## DATASET CONTENT:
== Segment start ==
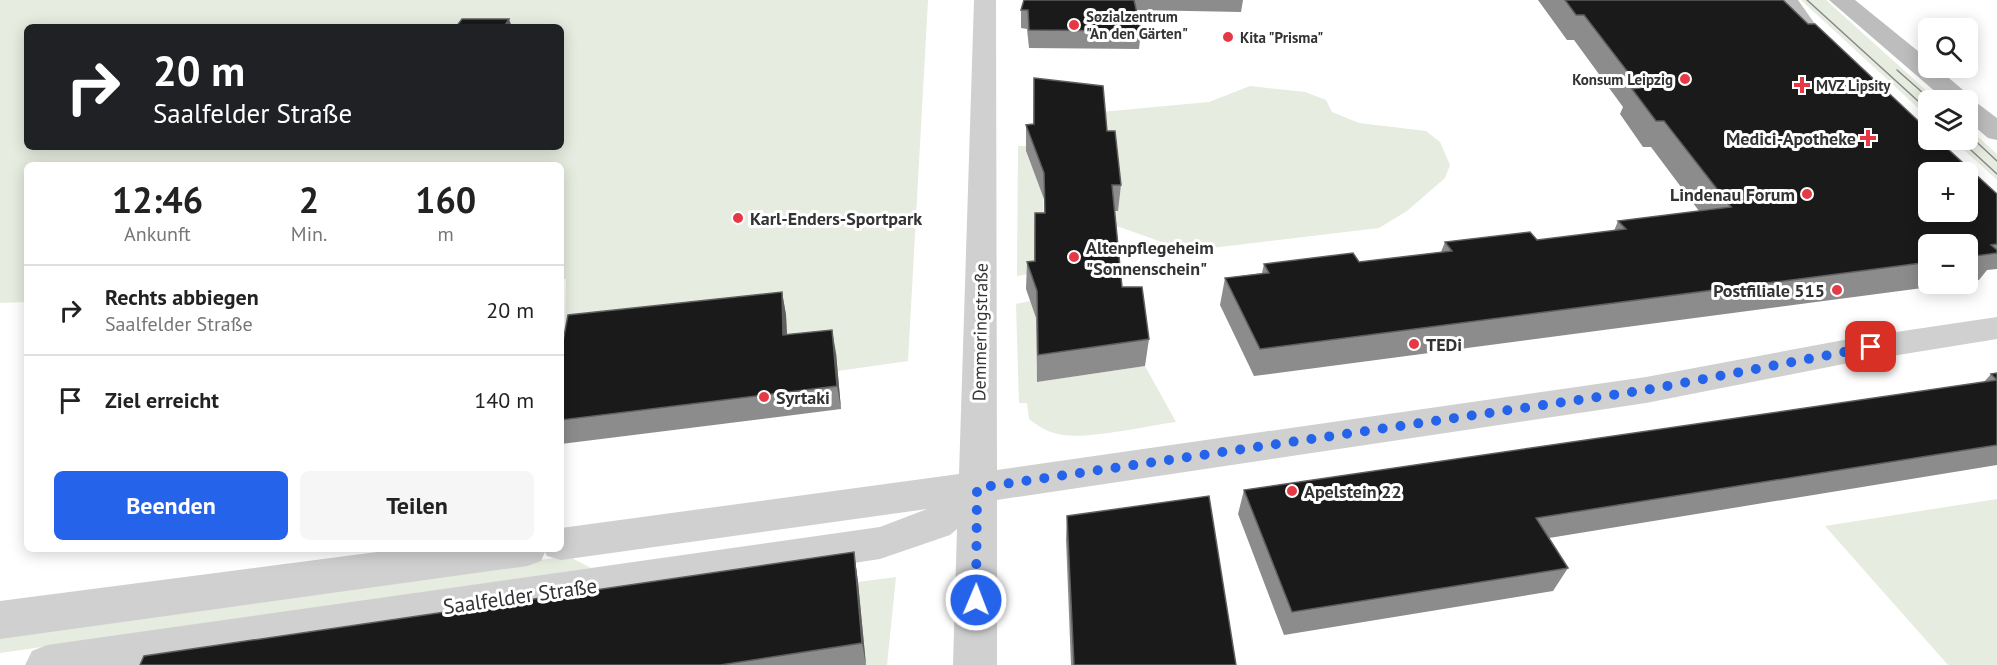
<!DOCTYPE html>
<html lang="de">
<head>
<meta charset="utf-8">
<style>
  :root { --surface:#fff; --page:#f6f6f6; --text:#222; --muted:#767676; --line:#e0e0e0; --accent:#2563eb }
  body { margin:0; font-family:"PT Sans",sans-serif; background:var(--page); color:var(--text); height:100vh; display:flex; flex-direction:column; font-size:22px; white-space:nowrap }
  * { box-sizing:border-box; margin:0 }
  p { font-size:20px; color:var(--muted) }
  .icon { flex:none; width:33px; height:33px; fill:none; stroke:currentColor; stroke-width:2; stroke-linecap:round; stroke-linejoin:round }
  .map { position:relative; flex:1; overflow:hidden }
  .details { position:absolute; left:24px; top:162px; width:540px; height:390px; display:flex; flex-direction:column; background:var(--surface); border-radius:9px; box-shadow:0 3px 15px #0003 }
  .details>* { flex:none }
  .banner { position:absolute; left:24px; top:24px; width:540px; height:126px; border-radius:9px; box-shadow:0 3px 15px #0003; background:#202124; color:#fff; overflow:hidden }
  .tools { position:absolute; left:1918px; top:18px; display:grid; gap:12px }
  .tools a { display:grid; place-items:center; width:60px; height:60px; border-radius:9px; background:var(--surface); box-shadow:0 3px 15px #0003; font-size:30px }
  .pin { position:absolute; display:grid; place-items:center; width:51px; height:51px; color:#fff; margin:-26px; border-radius:12px; box-shadow:0 3px 9px #0006 }
  .me { position:absolute; width:66px; margin:-33px; rotate:1deg; stroke-linejoin:round; filter:drop-shadow(0 0 4px #0008) }
  .turn { display:flex; align-items:center; gap:21px; height:126px; padding:0 30px; font-size:27px }
  .turn .icon { width:78px; height:78px; stroke-width:2.5 }
  .turn b { display:block; font-size:42px; line-height:51px }
  .eta { display:flex; justify-content:space-evenly; align-items:center; height:102px; text-align:center }
  .eta b { font-size:36px; font-weight:700; line-height:42px }
  .cta { display:flex; gap:12px; margin-top:auto; padding:12px 30px }
  .cta a { flex:1; height:69px; border-radius:9px; background:var(--accent); color:#fff; font-size:24px; font-weight:700; line-height:69px; text-align:center }
  .cta a+a { background:var(--page); color:var(--text) }
  ul { padding:0; list-style:none }
  li { display:flex; align-items:center; gap:18px; height:90px; padding:0 30px; border-top:2px solid var(--line) }
  li div { flex:1 }
  li b { display:block; font-size:22px }
  li em { font-style:normal }
  .map>svg:first-child { display:block }
  .green { fill:#e6ecdf; fill-rule:evenodd }
  .lines { fill:none; stroke-linecap:round; stroke-linejoin:round }
  .street { fill:#d0d0d0; fill-rule:evenodd }
  .secondary { fill:#bdbdbd; fill-rule:evenodd }
  .tram { stroke:#888; stroke-width:1.5 }
  .wall { fill:#8c8c8c }
  .shaded-wall { fill:#5f5f5f }
  .building { fill:#1a1a1a; stroke:#5f5f5f; stroke-width:1.5; fill-rule:evenodd }
  .route { stroke:#2563eb; stroke-width:10; stroke-dasharray:0 18 }
  .poi-dot { fill:#e63946; stroke:#fff; stroke-width:2 }
  .labels { text-anchor:middle; dominant-baseline:central; stroke-width:6; stroke-linejoin:round; paint-order:stroke }
  .far-poi-label { font-size:15px; font-weight:bold; fill:#333; stroke:#fff; text-anchor:start }
  .poi-label { font-size:18px; font-weight:bold; fill:#333; stroke:#fff; text-anchor:start }
  .street-label { font-size:18px; fill:#333; stroke:#fff }
  .near-street-label { font-size:21px; fill:#333; stroke:#fff }
</style>
</head>
<body>
<div class="map">
<svg width="1997" height="665" viewBox="0 0 1997 665">
  <rect width="100%" height="100%" fill="#fff"/>
  <!-- green -->
  <path class="green" d="M 0,0 L 928,0 L 908,361 L 563,410 L 566,279 L 561,279 L 561,165 L 27,165 L 27,302 L 0,303 ZM 27,27 L 561,27 L 561,147 L 27,147 Z
    M 1801,0 L 1826,0 L 1937,100 L 1929,100 L 1929,118 Z
    M 1250,86 L 1305,92 L 1326,100 L 1332,112 L 1359,123 L 1426,131 L 1440,142 L 1450,165 L 1445,178 L 1407,211 L 1379,228 L 1187,251 L 1111,224 L 1101,112 L 1209,102 Z
    M 1968,128 L 1997,154 L 1997,180 L 1953,140 L 1968,140 Z
    M 1018,146 L 1042,146 L 1026,152 L 1040,188 L 1043,188 L 1044,240 L 1034,273 L 1017,276 Z
    M 1030,301 L 1043,339 L 1036,351 L 1037,382 L 1145,366 L 1176,422 C 1146,426 1091,439 1063,435 C 1049,433 1039,427 1029,419 L 1027,403 L 1019,403 L 1016,304 Z
    M 1997,499 L 1997,665 L 1948,665 L 1825,526 Z
    M 568,556 L 591,568 L 0,653 L 0,637 Z
    M 896,577 L 887,665 L 866,665 L 858,582 Z"/>
  <g class="lines">
    <!-- street -->
    <path class="street" d="M 974,0 L 996,0 L 997,470 L 1646,377 L 1849,339 L 1997,317 L 1997,339 L 1849,363 L 1646,403 L 997,500 L 997,665 L 953,665 L 957,529 L 950,535 L 880,559 L 178,665 L 25,665 L 32,651 L 47,645 L 880,527 L 927,509 L 561,560 L 547,556 L 545,552 L 541,561 L 527,566 L 0,639 L 0,601 L 400,549 L 561,549 L 561,528 L 959,474 Z"/>
    <!-- secondary -->
    <path class="secondary" d="M 1776,0 L 1798,0 L 1815,24 L 1834,44 L 1830,49 C 1804,56 1788,19 1776,0 Z
      M 1829,0 L 1855,0 L 1929,60 L 1929,68 L 1937,68 L 1969,95 L 1973,100 L 1997,118 L 1997,140 L 1988,138 L 1968,121 L 1968,100 L 1945,100 Z"/>
    <!-- tram -->
    <path class="tram" d="M 1807,0 L 1929,111
      M 1897,70 L 1931,100
      M 1968,134 L 1997,161
      M 1960,140 L 1997,174"/>
  </g>
  <!-- wall -->
  <path class="wall" d="M 1024,0 L 1243,0 L 1241,12 L 1136,10 L 1141,31 L 1139,49 L 1029,48 L 1027,29 L 1021,28 L 1021,10 Z
    M 1538,0 L 1783,0 L 1808,24 L 1997,194 L 1997,269 L 1987,270 L 1979,280 L 1968,282 L 1968,244 L 1929,244 L 1929,284 L 1953,284 L 1254,376 L 1220,305 L 1225,278 L 1262,273 L 1264,264 L 1359,262 L 1441,252 L 1445,242 L 1537,240 L 1614,231 L 1618,221 L 1699,211 L 1651,147 L 1643,147 L 1620,114 L 1623,107 L 1574,40 L 1567,40 Z
    M 1034,78 L 1107,131 L 1121,185 L 1118,211 L 1115,211 L 1122,287 L 1149,339 L 1145,366 L 1037,382 L 1036,318 L 1026,289 L 1027,262 L 1034,261 L 1035,213 L 1044,213 L 1044,199 L 1026,151 L 1026,125 L 1033,125 Z
    M 782,292 L 786,315 L 787,335 L 836,353 L 841,409 L 561,444 L 561,352 Z
    M 1997,373 L 1997,465 L 1549,538 L 1568,568 L 1553,591 L 1284,635 L 1238,514 L 1244,490 L 1984,382 L 1991,374 Z
    M 1067,516 L 1236,665 L 1071,665 L 1066,539 Z
    M 854,552 L 858,582 L 866,665 L 140,665 Z"/>
  <!-- shaded-wall -->
  <path class="shaded-wall" d="M 509,19 L 512,27 L 504,27 Z
    M 782,292 L 786,315 L 788,359 L 783,335 Z
    M 832,330 L 836,353 L 841,409 L 837,386 Z
    M 854,552 L 858,582 L 866,665 L 862,643 Z"/>
  <!-- building -->
  <path class="building" d="M 1024,0 L 1134,0 L 1141,31 L 1029,30 L 1028,10 L 1021,10 Z
    M 1565,0 L 1783,0 L 1808,24 L 1815,24 L 1929,131 L 1929,140 L 1938,140 L 1997,194 L 1997,244 L 1991,245 L 1997,250 L 1997,253 L 1968,257 L 1968,244 L 1929,244 L 1929,262 L 1260,349 L 1225,278 L 1269,273 L 1264,264 L 1353,253 L 1359,262 L 1452,251 L 1445,242 L 1530,232 L 1537,240 L 1626,229 L 1618,221 L 1731,207 L 1664,121 L 1656,121 L 1632,89 L 1640,88 L 1584,15 L 1576,15 ZM 1929,172 L 1968,172 L 1968,212 L 1929,212 Z
    M 462,19 L 509,19 L 504,27 L 456,27 Z
    M 1034,78 L 1103,86 L 1107,131 L 1115,131 L 1121,185 L 1112,185 L 1122,287 L 1142,287 L 1149,339 L 1038,355 L 1037,291 L 1027,262 L 1035,261 L 1035,213 L 1045,213 L 1044,173 L 1026,125 L 1034,124 Z
    M 782,292 L 783,335 L 832,330 L 837,386 L 561,420 L 561,352 L 568,315 Z
    M 1997,373 L 1997,380 L 1991,374 Z
    M 1997,380 L 1997,445 L 1536,518 L 1568,568 L 1292,612 L 1244,490 Z
    M 1209,496 L 1236,665 L 1074,665 L 1067,516 Z
    M 854,552 L 862,643 L 720,665 L 140,665 L 144,656 Z"/>
  <g class="lines">
    <!-- route -->
    <path class="route" d="M 976,600 L 977,488 L 1646,390 L 1871,347"/>
  </g>
  <!-- markers -->
  <g class="poi-dot">
    <circle cx="1074" cy="25" r="6"/>
    <circle cx="1228" cy="37" r="6"/>
    <circle cx="1685" cy="79" r="6"/>
    <path d="M1799 76h6v6h6v6h-6v6h-6v-6h-6v-6h6z"/>
    <path d="M1865 129h6v6h6v6h-6v6h-6v-6h-6v-6h6z"/>
    <circle cx="1807" cy="194" r="6"/>
    <circle cx="738" cy="218" r="6"/>
    <circle cx="1074" cy="257" r="6"/>
    <circle cx="1837" cy="290" r="6"/>
    <circle cx="1414" cy="344" r="6"/>
    <circle cx="764" cy="397" r="6"/>
    <circle cx="1292" cy="491" r="6"/>
  </g>
  <g class="labels">
    <!-- far-poi labels -->
    <g class="far-poi-label">
      <text x="1086" y="16">Sozialzentrum<tspan x="1086" dy="17">"An den Gärten"</tspan></text>
      <text x="1240" y="37">Kita "Prisma"</text>
      <text x="1673" y="79" text-anchor="end">Konsum Leipzig</text>
      <text x="1816" y="85">MVZ Lipsity</text>
    </g>
    <!-- poi labels -->
    <g class="poi-label">
      <text x="1856" y="138" text-anchor="end">Medici-Apotheke</text>
      <text x="1795" y="194" text-anchor="end">Lindenau Forum</text>
      <text x="750" y="218">Karl-Enders-Sportpark</text>
      <text x="1086" y="247">Altenpflegeheim<tspan x="1086" dy="21">"Sonnenschein"</tspan></text>
      <text x="1825" y="290" text-anchor="end">Postfiliale 515</text>
      <text x="1426" y="344">TEDi</text>
      <text x="776" y="397">Syrtaki</text>
      <text x="1304" y="491">Apelstein 22</text>
    </g>
    <!-- street labels -->
    <g class="street-label">
      <text transform="translate(980 332) rotate(-89)">Demmeringstraße</text>
    </g>
    <!-- near-street labels -->
    <g class="near-street-label">
      <text transform="translate(520 596) rotate(-8)">Saalfelder Straße</text>
    </g>
  </g>
</svg>
<div class="tools">
<a><svg class="icon" aria-label="search" viewBox="0 0 24 24"><circle cx="10" cy="10" r="6"/><path d="M15 15l6 6"/></svg></a>
<a><svg class="icon" aria-label="layers" viewBox="0 0 24 24"><path d="M12 4l9 5-9 5-9-5zM3 14l9 5 9-5"/></svg></a>
<a>+</a>
<a>−</a>
</div>
<div class="pin" style="left:1871px;top:347px;background:#d93025"><svg class="icon" aria-label="arrive" viewBox="0 0 24 24"><path d="M6 21V4h12l-3 4 3 4H6"/></svg></div>
<svg class="me" style="left:976px;top:600px" viewBox="-20 -20 40 40"><circle r="17" fill="#2563eb" stroke="#fff" stroke-width="3"/><path d="M0-11L8 9 0 5-8 9z" fill="#fff"/></svg>
<div class="banner">
<div class="turn"><svg class="icon" aria-label="right" viewBox="0 0 24 24"><path d="M7 20v-9h11M14 6l5 5-5 5"/></svg><div><b>20 m</b>Saalfelder Straße</div></div>
</div>
<section class="details">
<div class="eta">
<div><b>12:46</b><p>Ankunft</p></div>
<div><b>2</b><p>Min.</p></div>
<div><b>160</b><p>m</p></div>
</div>
<ul>
<li><svg class="icon" aria-label="right" viewBox="0 0 24 24"><path d="M7 20v-9h11M14 6l5 5-5 5"/></svg><div><b>Rechts abbiegen</b><p>Saalfelder Straße</p></div><em>20 m</em></li>
<li><svg class="icon" aria-label="arrive" viewBox="0 0 24 24"><path d="M6 21V4h12l-3 4 3 4H6"/></svg><div><b>Ziel erreicht</b></div><em>140 m</em></li>
</ul>
<div class="cta"><a>Beenden</a><a>Teilen</a></div>
</section>
</div>
</body>
</html>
== Segment end ==
## WHAT YOU WILL DO:
When a line contains the string "linecap", copy it from the records.

## SOLUTION FOR THIS PROBLEM:
  .icon { flex:none; width:33px; height:33px; fill:none; stroke:currentColor; stroke-width:2; stroke-linecap:round; stroke-linejoin:round }
  .lines { fill:none; stroke-linecap:round; stroke-linejoin:round }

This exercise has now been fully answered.